C’è stata una vera e propria catena umana per bloccare i varchi di controllo al Terminal 3 di Fiumicino. La protesta è venuta dai lavoratori di Groundcare, società di handling che all’aeroporto della Capitale si occupa della consegna bagagli e altri servizi di terra per le compagnie aeree.
Più di 800 facchini rischiano di perdere il posto per il fallimento dell’azienda. Tra loro circa 400 sono in cassa integrazione da quattro anni, e per gli altri si è aperta una nuova fase di mobilità: sono ex dipendenti della spagnola Flightcare, successivamente sballottati alla Globeground e poi nella Ground, che però ha già aperto il concordato preventivo, e dunque una procedura di fallimento.
La mobilitazione è partita alle 12 del 23 aprile dopo un’assemblea e un tentativo di incontrare il direttore del Leonardo Da Vinci, Vitaliano Turrà. Lo scorso gennaio la Cub Trasporti aveva dato inizio ad uno sciopero per denunciare il rischio licenziamenti dei lavoratori e chiedere un intervento urgente delle autorità competenti per sbloccare la vertenza e salvare gli 800 posti di lavoro.
La protesta aveva coinvolto circa 100 addetti e si era conclusa con un colloquio tra manifestanti e polizia. Successivamente al blocco, i lavoratori hanno incontrato il direttore: sul tavolo della vertenza ci sarebbe anche l’interesse della handler Gh di Napoli che potrebbe acquisire la Ground. Tutto ciò porterebbe, però, a forti tagli occupazionali.
Con una liberalizzazione selvaggia, smisurata proliferazione degli handlers (6 a Fiumicino, unico caso in Europa), l’abbattere le tariffe di handling, recuperando dei costi tramite precarietà, cassa integrazione, riduzione dei livelli occupazionali e abbassamento degli standard di qualità del servizio e della sicurezza: da tempo la Cub denuncia la grave situazione di instabilità che coinvolge le società di handling degli scali romani e chiede l’intervento degli enti controllori del settore, ovvero Adr ed Enac.

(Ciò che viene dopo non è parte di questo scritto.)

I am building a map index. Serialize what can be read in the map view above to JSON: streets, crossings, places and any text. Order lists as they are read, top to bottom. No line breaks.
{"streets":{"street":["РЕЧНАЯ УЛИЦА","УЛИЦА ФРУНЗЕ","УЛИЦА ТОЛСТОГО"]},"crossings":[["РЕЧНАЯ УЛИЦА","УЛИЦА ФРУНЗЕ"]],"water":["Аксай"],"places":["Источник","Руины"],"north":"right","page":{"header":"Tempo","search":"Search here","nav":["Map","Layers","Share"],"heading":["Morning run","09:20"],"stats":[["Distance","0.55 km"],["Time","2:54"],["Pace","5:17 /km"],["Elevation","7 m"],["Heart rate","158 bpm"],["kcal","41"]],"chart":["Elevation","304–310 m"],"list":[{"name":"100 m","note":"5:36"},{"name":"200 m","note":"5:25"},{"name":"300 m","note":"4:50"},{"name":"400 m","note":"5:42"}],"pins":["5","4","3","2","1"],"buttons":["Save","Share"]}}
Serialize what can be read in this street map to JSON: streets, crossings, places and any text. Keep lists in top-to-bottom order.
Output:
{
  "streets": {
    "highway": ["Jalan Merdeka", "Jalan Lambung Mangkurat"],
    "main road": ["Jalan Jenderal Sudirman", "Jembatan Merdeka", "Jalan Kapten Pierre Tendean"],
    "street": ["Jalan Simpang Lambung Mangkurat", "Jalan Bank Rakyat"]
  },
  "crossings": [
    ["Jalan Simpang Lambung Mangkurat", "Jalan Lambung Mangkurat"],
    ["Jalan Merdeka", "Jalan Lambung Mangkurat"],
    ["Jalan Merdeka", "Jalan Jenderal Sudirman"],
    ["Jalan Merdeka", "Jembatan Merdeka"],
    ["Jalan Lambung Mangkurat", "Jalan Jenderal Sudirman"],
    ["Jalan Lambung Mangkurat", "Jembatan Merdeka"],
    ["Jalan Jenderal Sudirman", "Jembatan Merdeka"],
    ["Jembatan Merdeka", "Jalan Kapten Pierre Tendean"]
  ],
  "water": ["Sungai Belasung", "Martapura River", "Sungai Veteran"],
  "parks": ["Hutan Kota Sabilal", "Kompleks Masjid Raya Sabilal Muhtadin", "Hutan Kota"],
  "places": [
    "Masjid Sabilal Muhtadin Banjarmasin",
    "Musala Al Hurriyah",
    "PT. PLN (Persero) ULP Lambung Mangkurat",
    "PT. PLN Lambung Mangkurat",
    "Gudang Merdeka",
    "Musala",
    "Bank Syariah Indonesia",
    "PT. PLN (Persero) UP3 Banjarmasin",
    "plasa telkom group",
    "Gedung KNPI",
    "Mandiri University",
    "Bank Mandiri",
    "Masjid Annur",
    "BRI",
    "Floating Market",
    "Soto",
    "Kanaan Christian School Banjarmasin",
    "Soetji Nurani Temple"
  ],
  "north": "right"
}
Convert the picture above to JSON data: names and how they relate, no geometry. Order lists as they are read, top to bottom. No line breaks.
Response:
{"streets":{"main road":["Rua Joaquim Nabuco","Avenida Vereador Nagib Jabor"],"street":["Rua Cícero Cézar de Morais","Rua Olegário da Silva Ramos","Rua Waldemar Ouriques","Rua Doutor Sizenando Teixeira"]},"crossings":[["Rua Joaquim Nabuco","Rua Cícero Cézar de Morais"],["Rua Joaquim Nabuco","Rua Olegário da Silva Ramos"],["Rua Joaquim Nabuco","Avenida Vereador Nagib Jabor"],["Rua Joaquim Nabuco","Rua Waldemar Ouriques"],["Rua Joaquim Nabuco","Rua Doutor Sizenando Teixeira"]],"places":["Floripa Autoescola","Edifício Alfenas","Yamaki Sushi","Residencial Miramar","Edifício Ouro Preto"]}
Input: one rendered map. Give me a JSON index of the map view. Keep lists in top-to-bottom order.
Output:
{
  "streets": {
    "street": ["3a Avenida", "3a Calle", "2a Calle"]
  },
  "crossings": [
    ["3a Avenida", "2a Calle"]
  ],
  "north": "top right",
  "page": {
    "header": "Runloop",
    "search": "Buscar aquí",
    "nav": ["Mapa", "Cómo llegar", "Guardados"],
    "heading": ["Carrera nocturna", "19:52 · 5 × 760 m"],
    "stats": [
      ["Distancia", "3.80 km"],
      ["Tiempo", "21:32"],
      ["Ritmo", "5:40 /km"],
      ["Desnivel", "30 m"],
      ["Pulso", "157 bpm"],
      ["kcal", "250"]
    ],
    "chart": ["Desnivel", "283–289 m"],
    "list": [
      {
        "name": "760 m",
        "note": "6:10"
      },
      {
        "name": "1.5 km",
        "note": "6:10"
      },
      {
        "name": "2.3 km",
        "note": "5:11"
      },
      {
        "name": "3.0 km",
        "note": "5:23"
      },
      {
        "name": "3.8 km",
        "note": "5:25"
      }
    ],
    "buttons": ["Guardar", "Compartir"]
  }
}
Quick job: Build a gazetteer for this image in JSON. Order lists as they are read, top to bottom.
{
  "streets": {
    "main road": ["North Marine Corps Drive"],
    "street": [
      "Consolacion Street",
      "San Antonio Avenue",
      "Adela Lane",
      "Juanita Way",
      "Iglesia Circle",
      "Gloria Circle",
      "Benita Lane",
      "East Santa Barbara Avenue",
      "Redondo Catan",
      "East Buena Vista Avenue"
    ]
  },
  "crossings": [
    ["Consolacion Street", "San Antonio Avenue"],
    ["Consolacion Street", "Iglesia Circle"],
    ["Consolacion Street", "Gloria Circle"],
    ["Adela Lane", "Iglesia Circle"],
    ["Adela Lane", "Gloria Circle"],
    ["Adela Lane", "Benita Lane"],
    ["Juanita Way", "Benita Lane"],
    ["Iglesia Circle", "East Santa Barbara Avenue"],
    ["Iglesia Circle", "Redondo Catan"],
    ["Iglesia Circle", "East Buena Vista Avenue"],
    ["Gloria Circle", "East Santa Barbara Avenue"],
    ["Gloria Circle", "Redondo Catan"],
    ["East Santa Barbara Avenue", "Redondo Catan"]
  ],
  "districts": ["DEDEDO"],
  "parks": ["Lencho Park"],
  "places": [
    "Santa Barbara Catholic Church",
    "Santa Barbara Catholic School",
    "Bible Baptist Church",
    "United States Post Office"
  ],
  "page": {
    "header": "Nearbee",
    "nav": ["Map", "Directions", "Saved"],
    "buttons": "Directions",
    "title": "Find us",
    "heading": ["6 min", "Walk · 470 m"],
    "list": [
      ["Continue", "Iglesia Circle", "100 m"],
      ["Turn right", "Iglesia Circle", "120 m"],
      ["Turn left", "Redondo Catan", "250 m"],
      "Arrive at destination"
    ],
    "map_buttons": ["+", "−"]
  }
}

Susi Ciolella, dell’esecutivo provinciale confederale Usb ha spiegato quanto segue: “È in stallo la trattativa con i possibili acquirenti, nonostante un pesante taglio strutturale al costo del lavoro previsto dall’accordo firmato da Cgil, Cisl, Uil, Ugl, sulla cui efficacia abbiamo già espresso forti riserve. Il prossimo 29 aprile scadono infatti i termini per la proposta definitiva del concordato preventivo, con cui l’azienda sta cercando mediare con i creditori per evitare il fallimento.
Se così fosse, e per le modalità poco chiare con cui si è portata avanti l’intera operazione, si prefigurerebbe l’ipotesi di un fallimento annunciato. In gioco c’è il futuro di 850 famiglie in un settore già pesantemente interessato da cassa integrazione e mobilità”.
Il sindacato si è mosso andando ad inviare una lettera al tribunale fallimentare di Civitavecchia con la precisa richiesta formale che la vertenza sia assunta dal Commissario in prima persona, per poter garantire in modo effettivo la continuità aziendale.